Ancien rappeur écroué à Paris pour agressions sur deux femmes
Mohamed Bellahmed, connu sous le pseudonyme Moha La Squale, a été placé sous mandat de dépôt après son arrestation dans le 18e arrondissement parisien pour des violences présumées sur deux victimes féminines.

Ancien rappeur écroué à Paris pour agressions sur deux femmes
Un artiste de rap français, âgé d'une trentaine d'années, a été écroué à l'issue de sa garde à vue pour des faits de violences commis dans la capitale.
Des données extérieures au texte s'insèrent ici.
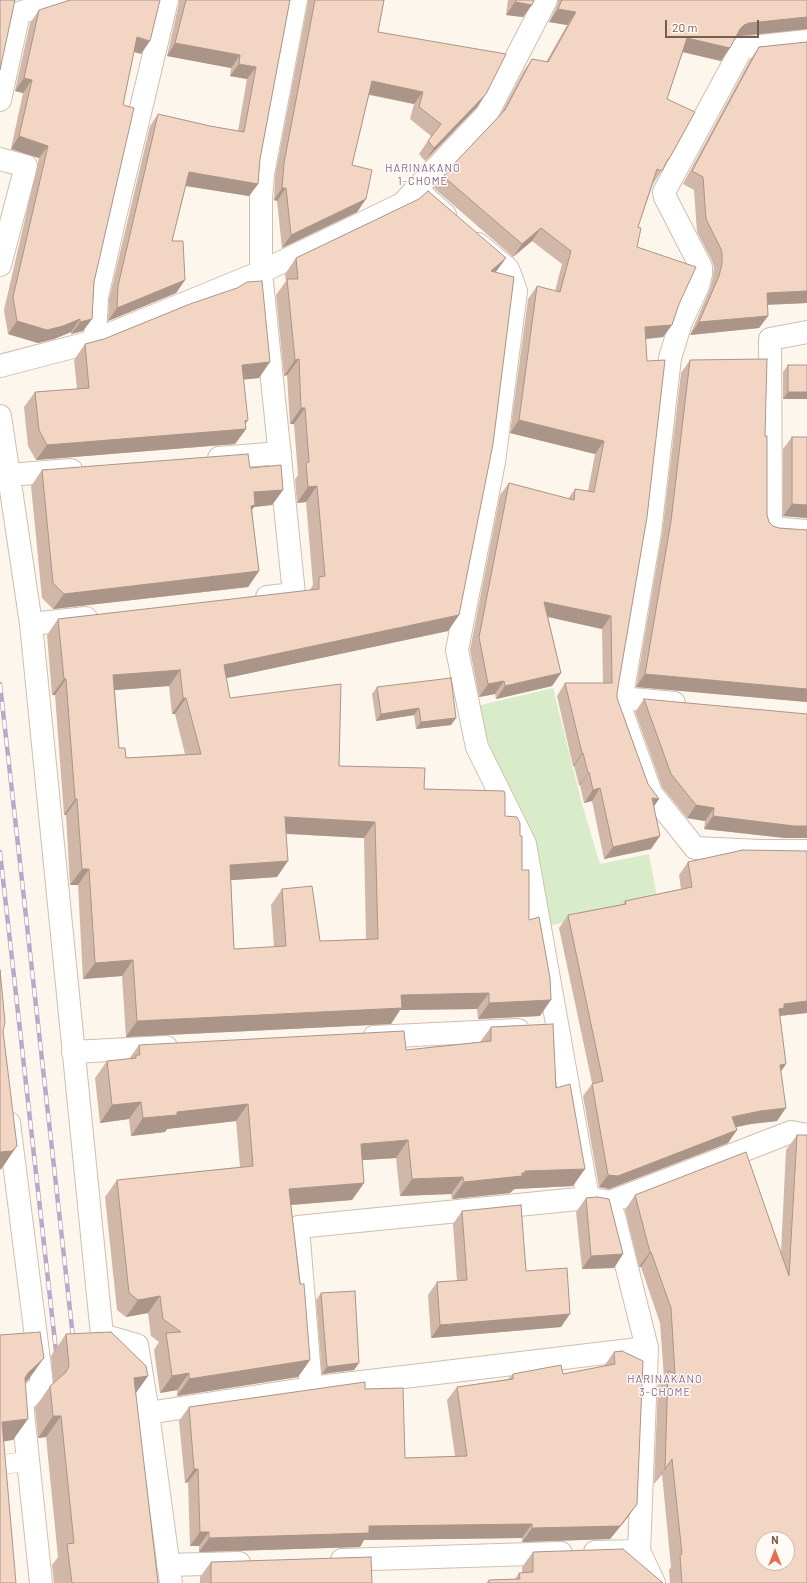 <!DOCTYPE html>
<html>
<head>
<meta charset="utf-8">
<style>
	body { margin:0 }
	#map { position:relative; width:807px; height:1583px; overflow:hidden; background:#fdf6ec; font-family:Barlow,sans-serif }
	canvas { display:block }
	.north { position:absolute; left:755px; top:1531px; width:40px; height:40px; box-sizing:border-box; background:#fffaf3; border:1px solid #cabbb1; border-radius:50%; rotate:0deg; font-size:11px; font-weight:700; line-height:16px; text-align:center; color:#7a5c4d }
	.north::after { content:''; display:block; margin:auto; width:14px; height:18px; background:#e76f51; clip-path:polygon(50% 0,100% 100%,50% 72%,0 100%) }
	.scale { position:absolute; left:665px; top:20px; width:94px; height:18px; box-sizing:border-box; border:2px solid #7a5c4d; border-top:0; padding-left:5px; font-size:12px; line-height:14px; white-space:nowrap; color:#7a5c4d; -webkit-text-stroke:3px #fffaf3; paint-order:stroke }
</style>
</head>
<body>
<div id="map">
<canvas width="807" height="1583"></canvas>
<div class="north">N</div>
<div class="scale">20 m</div>
</div>
<script>
const ctx = document.querySelector('canvas').getContext('2d');
ctx.lineJoin = 'round';
function fill(path, color) { ctx.fillStyle = color; ctx.fill(path, 'evenodd'); }
const shape = rows => new Path2D(rows.map(r => 'M' + r).join(''));
function trace(path, color, width, dash) { ctx.strokeStyle = color; ctx.lineWidth = width; ctx.lineCap = dash ? 'butt' : 'round'; ctx.setLineDash(dash || []); ctx.stroke(path); }
function drawText(font, color, halo, rows, align = 'center') {
  ctx.font = font + ' Barlow,sans-serif'; ctx.lineWidth = 3; ctx.setLineDash([]); ctx.textBaseline = 'middle'; ctx.strokeStyle = halo; ctx.fillStyle = color; for (const [text, x, y, turn = 0] of rows) {
    ctx.save(); ctx.translate(x, y); ctx.rotate((+turn || 0) * Math.PI / 180); ctx.textAlign = isNaN(turn) ? turn : align; if (halo) ctx.strokeText(text, 0, 0); ctx.fillText(text, 0, 0); ctx.restore();
  }
}
fill(shape([
	[553,688,582,804,600,864,649,854,658,902,547,926,530,838,518,804,490,748,477,706]
]), '#d8ecc9');
const pedestrian = shape([
	[0,1465,28,1461]
]);
const minor = shape([
	[807,41,742,48,664,192,665,197,701,267,701,274,698,286,681,322,670,358,650,532,620,707,651,793,695,848,760,851,807,851],
	[0,100,19,13,60,0],
	[0,159,26,166,0,265],
	[414,191,425,197,445,215],
	[478,244,508,269,516,291,494,462,457,650,477,747,525,844,588,1198],
	[807,332,770,339,771,528,807,531],
	[95,339,97,297,114,221,167,0],
	[0,366,88,343,261,272,402,204,487,114,546,0],
	[0,416,31,624,102,1335,137,1345,148,1413,171,1583],
	[219,458,280,453],
	[9,475,71,470],
	[267,597,294,594,261,272,261,198,263,174,296,0],
	[31,624,86,618],
	[621,698,674,703],
	[374,1037,518,1030],
	[73,1052,166,1047],
	[9,1123,42,1384,22,1403,41,1583],
	[614,1216,647,1348,639,1551,654,1583],
	[311,1388,298,1227,588,1198,610,1202,791,1132,807,1135],
	[148,1413,311,1388,647,1348],
	[595,1552,639,1551],
	[342,1560,561,1553],
	[168,1565,239,1563]
]);
trace(pedestrian, '#d1beb0', 20);
trace(minor, '#d1beb0', 24);
trace(pedestrian, '#fff', 19);
trace(minor, '#fff', 22);
const rail = shape([
	[0,684,74,1346],
	[0,852,57,1360]
]);
trace(rail, '#b9a8c9', 4.5);
trace(rail, '#fffaf3', 3, [9]);
fill(shape([
	[179,0,290,0,260,159,258,184,249,196,186,186,172,241,185,280,176,293,108,321,109,299,150,126,158,114,210,126,238,131,247,79,230,76,231,68,167,56,179,3],
	[308,0,384,0,378,32,477,107,425,161,419,154,431,136,410,119,414,104,369,95,352,165,366,199,357,212,282,248,277,201,274,200,275,176,308,2],
	[508,0,534,0,523,17,506,15],
	[558,0,807,0,807,29,740,36,735,38,730,48,721,61,683,52,667,99,669,159,653,184,638,227,637,247,679,304,672,325,663,337,646,339,617,693,617,698,648,784,659,799,654,806,651,849,604,859,592,801,584,803,580,785,579,785,574,766,573,766,557,696,565,683,603,683,602,629,548,617,561,673,552,686,496,699,495,694,479,697,470,650,500,495,509,483,568,499,575,489,588,491,595,454,510,433,528,299,537,286,555,291,562,264,532,241,513,257,434,188,443,176,447,173,451,167,500,115,523,72,532,59,546,62,567,25,549,22,557,5],
	[39,10,141,54,134,52,123,105,94,282,92,319,83,331,71,334,71,332,54,339,38,343,8,334,4,310,39,158,11,149,23,93,15,91,30,23],
	[807,42,807,303,767,305,768,316,759,328,690,335,710,289,713,277,714,267,712,261,697,232,694,190,683,184,750,60,759,47],
	[296,258,506,258,496,272,459,615,448,631,226,678,230,698,339,766,424,789,505,816,520,836,522,870,540,1016,478,1019,477,1009,400,1010,391,1024,126,1037,122,976,83,979,78,885,70,885,66,815,64,815,55,695,52,695,47,635,58,619,309,591,313,585,306,502,297,503,295,479,298,475,294,424,290,424,287,375,284,376,276,295,286,281,285,274],
	[169,686,172,714,175,714,185,754,126,758,119,748,115,690],
	[286,834,364,838,366,939,320,941,282,889,271,905,274,947,234,949,231,880,277,877],
	[85,344,259,378,243,379,246,429,235,444,36,460,28,446,24,407,35,392,77,389,74,360],
	[690,360,765,436,767,515,769,522,773,526,779,528,807,530,807,702,636,687,662,534,681,373],
	[788,365,807,399,783,399,783,372],
	[792,437,807,518,783,516,783,449],
	[250,468,283,490,272,505,254,507,252,510,259,571,248,587,53,609,42,598,31,486,42,470],
	[377,687,456,718,451,725,416,729,414,715,376,721,372,694],
	[644,699,807,838,785,838,704,829,705,821,687,818,662,787,635,712],
	[807,851,807,1013,780,1016,786,1064,781,1071,777,1121,751,1124,735,1127,737,1130,728,1143,609,1189,599,1187,583,1096,592,1084,592,1083,559,928,568,915,623,904,625,901,681,889,679,875,688,862],
	[491,1027,556,1088,573,1186,515,1189,513,1190,510,1193,452,1199,451,1194,400,1196,396,1158,362,1160,364,1183,352,1200,291,1205,310,1360,298,1377,177,1396,177,1390,160,1393,154,1350,159,1342,151,1336,148,1313,126,1317,117,1310,105,1197,117,1180,240,1167,236,1121,167,1129,165,1132,131,1136,129,1119,100,1123,95,1078,107,1061,129,1059,139,1045,406,1050,480,1042],
	[797,1135,807,1583,670,1583,669,1570,671,1567,662,1474,654,1484,658,1386,664,1378,660,1323,641,1267,639,1267,625,1210,635,1195,781,1252,786,1150],
	[586,1198,623,1254,614,1268,582,1269,576,1212],
	[462,1211,526,1271,561,1327,431,1338,428,1295,437,1282,457,1281,453,1224],
	[321,1293,359,1363,354,1370,322,1374,316,1300],
	[66,1334,148,1376,135,1394,158,1583,54,1583,52,1565,58,1557,46,1437,38,1438,35,1408,50,1386,53,1383,51,1356],
	[622,1351,628,1517,610,1539,522,1542,522,1538,364,1540,360,1547,199,1552,199,1546,190,1546,188,1482,185,1483,179,1421,189,1407,365,1389,405,1458,455,1456,447,1400,457,1387,508,1379,513,1374,563,1374,604,1366,614,1352],
	[533,1552,663,1583,486,1583,489,1580,515,1579,519,1573,522,1573,522,1567],
	[211,1562,372,1583,200,1583,200,1577]
]), '#d1b7a8');
fill(shape([
	[515,2,532,5,523,17,506,15],
	[558,9,576,12,567,25,549,22],
	[807,17,807,29,740,36,735,38,740,29,744,25,749,23],
	[137,37,150,41,141,54,128,50],
	[687,38,730,48,721,61,678,51],
	[175,43,240,55,231,68,167,56],
	[239,64,256,67,247,79,230,76],
	[24,78,32,80,23,93,15,91],
	[372,81,423,92,414,104,363,93],
	[486,94,477,107,425,161,434,148],
	[19,136,48,146,39,158,11,149],
	[189,172,258,184,249,196,180,185],
	[282,188,286,188,277,201,274,200],
	[366,199,357,212,282,248,291,235],
	[541,228,532,241,513,257,522,244],
	[506,258,494,274,491,271],
	[185,280,176,293,108,321,117,308],
	[807,291,807,303,758,305,767,293],
	[768,316,759,328,690,335,699,322],
	[80,319,71,332,54,339,38,343,8,334,17,321],
	[92,319,83,331,71,334,80,322],
	[672,325,663,337,636,340,645,327],
	[299,359,287,375,284,376,295,360],
	[270,362,259,378,231,381,242,365],
	[788,392,807,392,807,399,783,399],
	[301,408,305,408,294,424,290,424],
	[248,420,242,429,246,429,235,444,36,460,47,445],
	[519,420,604,441,595,454,510,433],
	[317,486,306,502,297,503,308,487],
	[283,490,272,505,254,507,244,521,254,492],
	[792,504,807,505,807,518,783,516],
	[259,571,248,587,53,609,64,594],
	[544,602,611,616,602,629,535,614],
	[459,615,448,631,213,681,224,665],
	[180,670,169,686,102,691,113,675],
	[561,673,552,686,496,699,505,686],
	[645,674,807,689,807,702,636,687],
	[64,679,66,679,55,695,52,695],
	[504,681,495,694,479,697,488,684],
	[183,698,186,698,175,714,172,714],
	[419,708,414,715,376,721,381,714],
	[456,718,451,725,416,729,421,722],
	[582,753,583,753,574,766,573,766],
	[589,772,580,785,579,785,588,773],
	[600,788,592,801,584,803,593,790],
	[652,798,659,799,650,812],
	[75,799,77,799,66,815,64,815],
	[696,805,714,808,705,821,687,818],
	[713,816,807,826,807,838,785,838,704,829],
	[285,817,375,822,364,838,274,833],
	[660,836,651,849,604,859,613,847],
	[288,861,277,877,219,881,230,865],
	[82,869,89,869,78,885,70,885],
	[133,960,122,976,83,979,95,963],
	[489,993,477,1009,400,1010,391,1024,126,1037,137,1021,401,995],
	[551,1000,540,1016,478,1019,489,1003],
	[807,1001,807,1013,778,1016,779,1009,784,1004],
	[786,1064,777,1077,780,1065],
	[141,1102,129,1119,100,1123,112,1105],
	[248,1104,236,1121,167,1129,165,1132,131,1136,143,1118,177,1112],
	[786,1108,777,1121,751,1124,723,1130,732,1117,760,1111],
	[737,1130,728,1143,609,1189,599,1187,608,1175],
	[408,1140,396,1158,349,1161,361,1144],
	[17,1146,2,1168,0,1170,0,1152],
	[585,1169,573,1186,515,1189,513,1190,510,1193,452,1199,464,1182,522,1173,525,1171],
	[463,1177,451,1194,400,1196,412,1179],
	[364,1183,352,1200,277,1206,289,1189],
	[650,1252,651,1252,641,1267,639,1267],
	[623,1254,614,1268,582,1269,591,1256],
	[160,1296,148,1313,126,1317,138,1300],
	[570,1314,561,1327,431,1338,440,1325],
	[44,1358,29,1379,13,1394,28,1373],
	[310,1360,298,1377,177,1396,189,1379],
	[359,1363,354,1370,322,1374,327,1367],
	[189,1373,177,1390,160,1393,172,1376],
	[148,1376,133,1397,134,1378],
	[53,1416,61,1416,46,1437,38,1438],
	[28,1419,13,1440,0,1442,2,1422],
	[672,1459,662,1474,654,1484,665,1469],
	[194,1469,198,1469,188,1482,185,1483],
	[637,1504,628,1517,610,1539,522,1542,532,1528],
	[532,1524,522,1538,364,1540,360,1547,199,1552,209,1538,369,1526],
	[200,1532,209,1532,199,1546,190,1546]
]), '#aa9588');
const building = shape([
	[0,0,15,0,0,70,0,0],
	[70,0,160,0,150,41,137,37,123,105,134,108,94,282,92,319,80,322,80,319,63,326,47,330,17,321,13,297,48,146,19,136,32,80,24,78,39,10,70,0],
	[186,0,290,0,260,159,258,184,189,172,172,241,183,241,185,280,117,308,118,286,158,114,210,126,244,132,256,67,239,64,240,55,175,43,186,0],
	[315,0,384,0,378,32,506,54,486,94,434,148,428,141,441,124,419,107,423,92,372,81,352,165,372,170,366,199,291,235,286,188,282,188,284,163,315,0],
	[516,0,534,0,532,5,515,2,516,0],
	[562,0,807,0,807,17,749,23,744,25,740,29,730,48,687,38,667,99,695,112,669,159,668,159,662,171,657,169,638,227,641,228,637,247,696,267,679,304,672,325,645,327,647,361,665,360,647,517,617,693,617,698,648,784,659,799,652,798,660,836,613,847,600,788,593,790,589,772,588,773,583,753,582,753,565,683,612,683,611,616,544,602,561,673,505,686,504,681,488,684,479,637,509,483,574,500,575,489,594,492,604,441,519,420,537,286,560,292,571,251,541,228,522,244,443,176,453,169,451,167,505,110,532,59,548,62,576,12,558,9,562,0],
	[807,42,807,291,767,293,768,316,699,322,719,276,722,264,722,254,721,249,706,219,703,177,692,171,759,47,807,42],
	[428,191,506,258,491,271,514,277,493,444,459,615,224,665,230,698,341,684,339,766,425,768,424,789,504,791,505,794,505,816,517,817,520,823,520,836,522,836,522,870,529,870,529,920,539,917,550,978,551,1000,489,1003,489,993,401,995,402,1008,137,1021,133,960,95,963,89,869,82,869,77,799,75,799,66,679,64,679,58,619,319,589,319,577,325,576,317,486,308,487,306,463,309,462,305,408,301,408,299,359,295,360,287,279,298,279,296,258,419,199,428,191],
	[180,670,183,698,186,698,201,754,126,758,125,748,119,748,113,675,180,670],
	[285,817,375,822,378,939,320,941,312,886,282,889,286,946,234,949,230,865,288,861,285,817],
	[262,281,270,362,242,365,248,420,245,421,246,429,47,445,39,430,35,392,89,388,85,344,104,339,190,304,237,288,247,282,262,281],
	[767,359,765,436,767,436,767,515,769,522,773,526,779,528,807,530,807,689,645,674,671,521,690,360,767,359],
	[788,365,807,365,807,392,788,392,788,365],
	[792,437,807,437,807,505,792,504,792,437],
	[248,454,250,468,281,465,283,490,254,492,255,505,251,506,259,571,64,594,53,583,42,470,248,454],
	[451,678,456,718,421,722,419,708,381,714,377,687,451,678],
	[644,699,807,714,807,826,794,826,713,816,714,808,696,805,671,774,644,699],
	[743,850,807,851,807,1001,784,1004,784,1008,779,1009,786,1064,780,1065,786,1108,760,1111,732,1117,737,1130,618,1176,608,1175,592,1084,603,1081,568,915,626,904,625,901,692,887,688,862,743,850],
	[0,970,5,1022,3,1031,17,1146,12,1151,0,1152,0,970],
	[553,1024,556,1088,570,1084,585,1169,525,1171,525,1173,522,1173,522,1176,464,1182,463,1177,412,1179,408,1140,361,1144,364,1183,289,1189,300,1284,304,1284,310,1360,189,1379,189,1373,172,1376,166,1333,181,1332,163,1319,160,1296,138,1300,129,1293,117,1180,253,1166,248,1104,177,1112,177,1115,143,1118,141,1102,112,1105,107,1061,136,1058,136,1055,140,1055,139,1045,404,1031,406,1050,491,1041,491,1027,553,1024],
	[797,1135,807,1135,807,1583,682,1583,680,1555,682,1554,672,1459,665,1469,668,1371,675,1374,671,1308,651,1252,650,1252,635,1195,746,1152,789,1276,797,1135],
	[763,1539,787,1539,787,1563,763,1563,763,1539],
	[597,1197,609,1199,623,1254,591,1256,586,1198,597,1197],
	[521,1205,526,1271,567,1268,570,1314,440,1325,437,1282,467,1280,462,1211,521,1205],
	[355,1291,359,1363,327,1367,321,1293,355,1291],
	[40,1332,44,1358,28,1373,25,1378,28,1419,2,1422,16,1583,0,1583,0,1335,40,1332],
	[111,1332,146,1366,148,1376,134,1378,158,1583,72,1583,67,1544,74,1543,61,1416,53,1416,50,1386,66,1372,69,1366,66,1334,111,1332],
	[622,1351,643,1361,637,1504,620,1526,532,1528,532,1524,369,1526,369,1533,209,1538,209,1532,200,1532,198,1469,194,1469,189,1407,365,1382,365,1389,403,1388,405,1458,467,1456,457,1387,513,1379,513,1374,561,1365,563,1374,615,1364,614,1352,622,1351],
	[623,1549,663,1583,489,1583,489,1580,520,1579,519,1573,533,1572,533,1552,623,1549],
	[371,1557,372,1583,211,1583,211,1562,371,1557]
]);
fill(building, '#f3d5c3');
trace(building, '#aa9588', 1);
ctx.letterSpacing = '1px';
drawText('11px', '#846695', '#fffaf3', [
	["HARINAKANO",423,168],
	["1-CHOME",423,181],
	["HARINAKANO",665,1379],
	["3-CHOME",665,1392]
]);
ctx.letterSpacing = '0px';
</script>
</body>
</html>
Les faits se sont produits dans la nuit de mardi à mercredi dans le 18e arrondissement, rapporte Le HuffPost.
Des habitants du quartier ont contacté la police après avoir entendu des cris de détresse et des bruits suspects provenant d'un appartement. Les fonctionnaires arrivés sur place n'ayant pu obtenir d'ouverture, ils ont dû enfoncer la porte. Ils ont découvert une femme grièvement blessée. L'individu recherché avait pris la fuite par une fenêtre. Rapidement interpellé dans la rue, il a été identifié comme Mohamed Bellahmed, alias Moha La Squale. Les constatations ont révélé qu'il avait consommé de l'alcool.
Selon les déclarations de la victime principale aux enquêteurs, elle fréquentait le suspect depuis peu. Elle se trouvait chez lui en compagnie d'une autre personne, partie après avoir pris de la drogue. Le motif de la dispute serait la disparition d'une montre de luxe. L'homme aurait alors roué de coups la jeune femme, laissant des marques visibles sur son visage. La seconde présence féminine a également porté plainte pour avoir été frappée au visage.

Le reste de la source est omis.